Она прощалась с ним. Взглянув ей в лицо, он прочитал ее решение. Она возвращалась в свой мир, где ему не было места. Прощайте, экзотические закаты и далекие горы. Прощай, так и не появившаяся семья, которая усладила бы осень его жизни. После всех обещаний не оставлять ее, данных им, она сама бросала его. Разочарование оказалось неожиданно болезненным. Это смутило его. Что вообще он себе выдумал?
Могла бы подождать до вершины, или до возвращения в Лагерь-четыре, или до тех пор, пока он не предпримет какую-нибудь неловкую попытку, воспользовавшись уютом, создаваемым зажженной свечой. Однако она предпочла сделать это там, где они вытерпели совместные испытания; не давая ему возможности выставить себя дураком, она разом прикончила все его надежды, как только они остались вдвоем. Хью почувствовал, что зауважал эту девицу еще сильнее.
— Кьюба. — Он немного помолчал. Главное — покороче. Только что сказать? — Снова в трещину.
Она поцеловала его.
Он хорошо запомнил другой ее поцелуй, то затягивающее, с привкусом крови, долгое соприкосновение, случившееся в самый разгар бури. Сейчас все было по-другому: ни запекшихся губ, ни отчаяния. Она наклонилась к нему. Струпья, уродовавшие губы, сошли. Прикосновение оказалось сладким. Как земляника — пришло ему на ум сравнение.
Она позволила поцелую продлиться — на самую малость, а потом ее рука отпустила его шею. Оторвав его от сердца, она отпускала его на свободу. И вдруг совершенно неожиданно сказала:
— Я думала, что ты никогда меня не покинешь.
Хью чуть не начал горячо протестовать. В конце концов, кто кого покидал? Но сразу же решил не пытаться заставить ее изменить версию. Это было бы не так просто. И потом, решил он, так будет гораздо чище. Что ни делается, все к лучшему. Одной Энни вполне хватит ему на всю жизнь.
Он отвел взгляд от ее немигающих зеленых глаз.
— Молитвенные флаги, — сказал он. — Мы оставим их здесь?
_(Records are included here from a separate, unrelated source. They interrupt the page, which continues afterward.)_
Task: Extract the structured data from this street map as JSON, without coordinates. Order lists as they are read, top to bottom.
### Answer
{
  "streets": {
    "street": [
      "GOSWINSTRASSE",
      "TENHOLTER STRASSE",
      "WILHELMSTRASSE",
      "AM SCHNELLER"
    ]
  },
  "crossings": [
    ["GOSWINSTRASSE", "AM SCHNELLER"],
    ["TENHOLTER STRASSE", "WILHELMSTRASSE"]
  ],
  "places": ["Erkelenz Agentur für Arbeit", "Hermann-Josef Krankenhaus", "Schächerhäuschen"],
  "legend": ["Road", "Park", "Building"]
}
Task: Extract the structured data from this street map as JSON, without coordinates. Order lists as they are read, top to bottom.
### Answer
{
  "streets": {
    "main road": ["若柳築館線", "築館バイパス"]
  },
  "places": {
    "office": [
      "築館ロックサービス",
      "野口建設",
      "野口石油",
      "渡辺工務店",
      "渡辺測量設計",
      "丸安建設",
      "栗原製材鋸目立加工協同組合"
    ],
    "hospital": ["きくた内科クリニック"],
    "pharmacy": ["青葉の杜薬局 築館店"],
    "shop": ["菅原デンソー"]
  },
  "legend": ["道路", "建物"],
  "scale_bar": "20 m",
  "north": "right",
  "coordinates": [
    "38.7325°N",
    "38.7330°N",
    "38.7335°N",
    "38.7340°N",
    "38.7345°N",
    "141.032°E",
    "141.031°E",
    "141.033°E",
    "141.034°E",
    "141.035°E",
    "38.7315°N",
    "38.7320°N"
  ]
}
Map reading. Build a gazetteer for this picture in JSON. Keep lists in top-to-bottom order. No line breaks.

— Возьми их с собой, — предложила она.
Несколько унций тряпок ему, несколько фунтов снаряжения ей. Это означало: все кончено. Она отправляла его в отставку. Свергнутая королева возвращала себе трон. Она намеревалась сама довести их до конечной точки своего восхождения, и все должно было теперь идти так, как она решила. Кьюба заправила веревку в жумары.
— Хью Гласс, — сказала она.
— Да? — Неужели у нее опять изменилось настроение?
Она развела руки в стороны и спиной вперед шагнула с платформы в бездну.